:: PROMPT ::
From the first line to the last, output the data exactly as it stands, minus its pictures.

▬▬▬▬▬▬

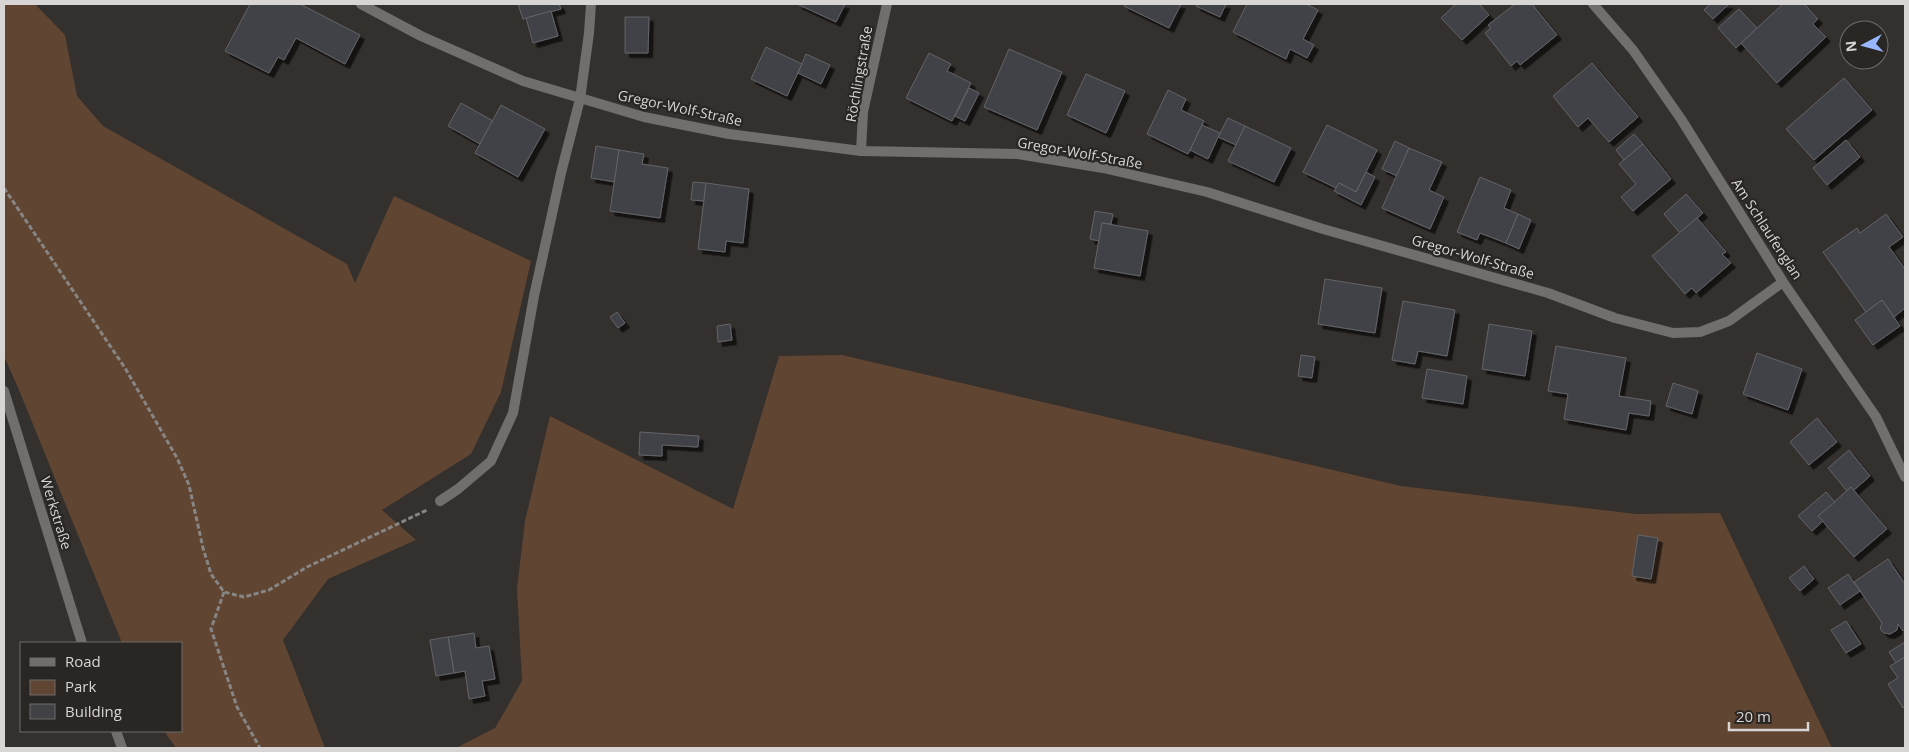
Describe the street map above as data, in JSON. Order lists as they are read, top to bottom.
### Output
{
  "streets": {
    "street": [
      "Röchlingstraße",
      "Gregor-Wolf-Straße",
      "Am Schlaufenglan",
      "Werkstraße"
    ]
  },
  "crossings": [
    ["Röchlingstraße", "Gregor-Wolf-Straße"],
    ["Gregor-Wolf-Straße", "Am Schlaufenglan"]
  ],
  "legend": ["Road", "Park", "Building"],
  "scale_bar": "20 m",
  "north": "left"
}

▬▬▬▬▬▬

:: WRITTEN ANSWER ::
Describe the street map above as data, in JSON. Order lists as they are read, top to bottom.
### Output
{
  "streets": {
    "street": [
      "Röchlingstraße",
      "Gregor-Wolf-Straße",
      "Am Schlaufenglan",
      "Werkstraße"
    ]
  },
  "crossings": [
    ["Röchlingstraße", "Gregor-Wolf-Straße"],
    ["Gregor-Wolf-Straße", "Am Schlaufenglan"]
  ],
  "legend": ["Road", "Park", "Building"],
  "scale_bar": "20 m",
  "north": "left"
}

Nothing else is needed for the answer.